Friedman's art thrives on the incongruous, the unexpected. Readers familiar with his play in which a steambath turns out to be the afterworld run by a Puerto Rican attendant, with Stern, in which a rest home proves to be a place of fierce excitement and activity, or with A Mother's Kisses, in which a Kansas land grant college is virtually taken over by an aggressive Jewish mother, will not be surprised at some of the curious juxtapositions in About Harry Towns….
Friedman is a gifted chronicler of the fantasy life of the urban and suburban Jew. The emphasis in About Harry Towns, however, is less conspicuously Jewish than in the earlier three novels, the Jewish ingredients largely restricted to the death of Towns' parents.

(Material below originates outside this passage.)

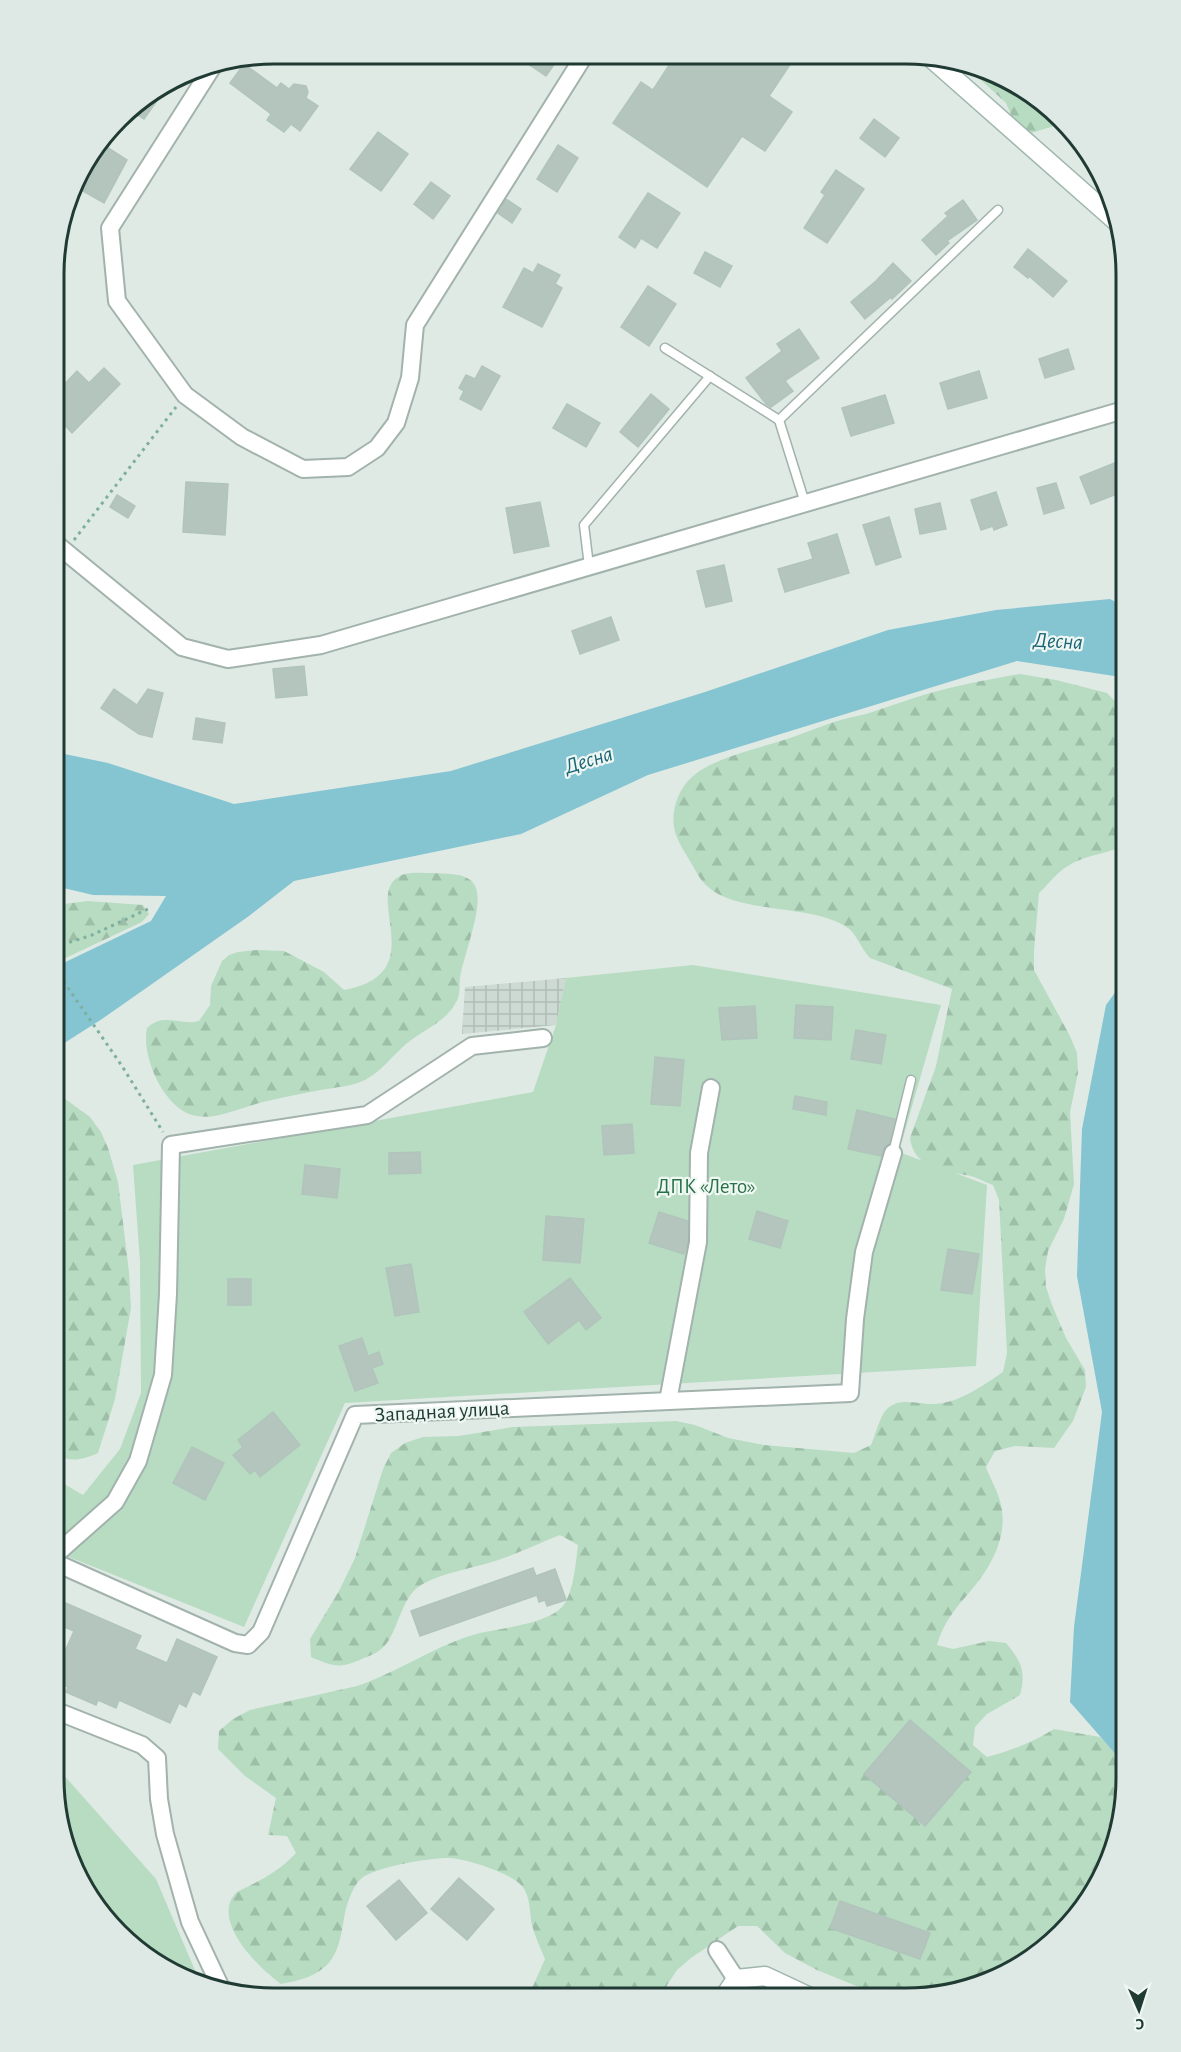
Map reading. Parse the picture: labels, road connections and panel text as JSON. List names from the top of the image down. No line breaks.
{"streets":{"street":["Западная улица"]},"water":["Десна"],"parks":["ДПК «Лето»"],"north":"bottom"}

Harry's mother has virtually none of those traits that we associate with the Jewish mother, so dominant and vocal a presence in his other work.
Despite the toning down of Jewish elements, there is much in this novel that echoes his earlier work. Towns' Bryn Mawr girlfriend has appeared before in Steambath. Harry's relationship with his son, which is never quite satisfactory, resembles Stern's bumbling filial gestures. Marriages do not work out very well in any of his plays or fiction and promiscuity, real or imagined, is always much in evidence.
The occasional sense of déjà lu that one gets from reading About Harry Towns reinforces our feeling that Friedman's admirable work is all of a piece. With remarkable consistency, he continues to catch the verbal rhythms that we associate with Philip Roth, Wallace Markfield, Irvin Faust, Jay Neugeboren and other American-Jewish writers who came to maturity in the 1960s. (p. 28)
Melvin J. Friedman, in The New Republic (reprinted by permission of The New Republic; © 1974 by The New Republic, Inc.), July 27 & August 3, 1974.
About Harry Towns specialises in that sour and dead-pan American prose which has been untouched by human hand. But any writer who can create sentences like Ascot hats—"I am Mary Jo Smith, your waitress for tonight, and here is your special chilled fork for the Brazilia Festival Salad"—can't be all cardboard. (p. 183)
[Harry's story] … would be the usual blues of urbanised and industrialised Man, but Friedman's flat and sour prose comes into its own very quickly and becomes a very effective description of the toneless way in which Americans conduct their affairs and the bland way in which they conduct each other. I enjoyed this book. (p. 184)
Peter Ackroyd, in The Spectator (© 1975 by The Spectator; reprinted by permission of The Spectator), February 15, 1975.
Bruce Jay Friedman is … refreshingly unpretentious, though it will inevitably be added that he has plenty to be unpretentious about. About Harry Towns is a … walkabout novel: a discursive, anecdotal evocation of the urban male menopause…. It is a book that needn't have been written which is probably one of the reasons why it's so easy to read—fluent, droll and moderately likeable. (p. 250)
Martin Amis, in New Statesman (© 1975 The Statesman & Nation Publishing Co. Ltd.), February 21, 1975.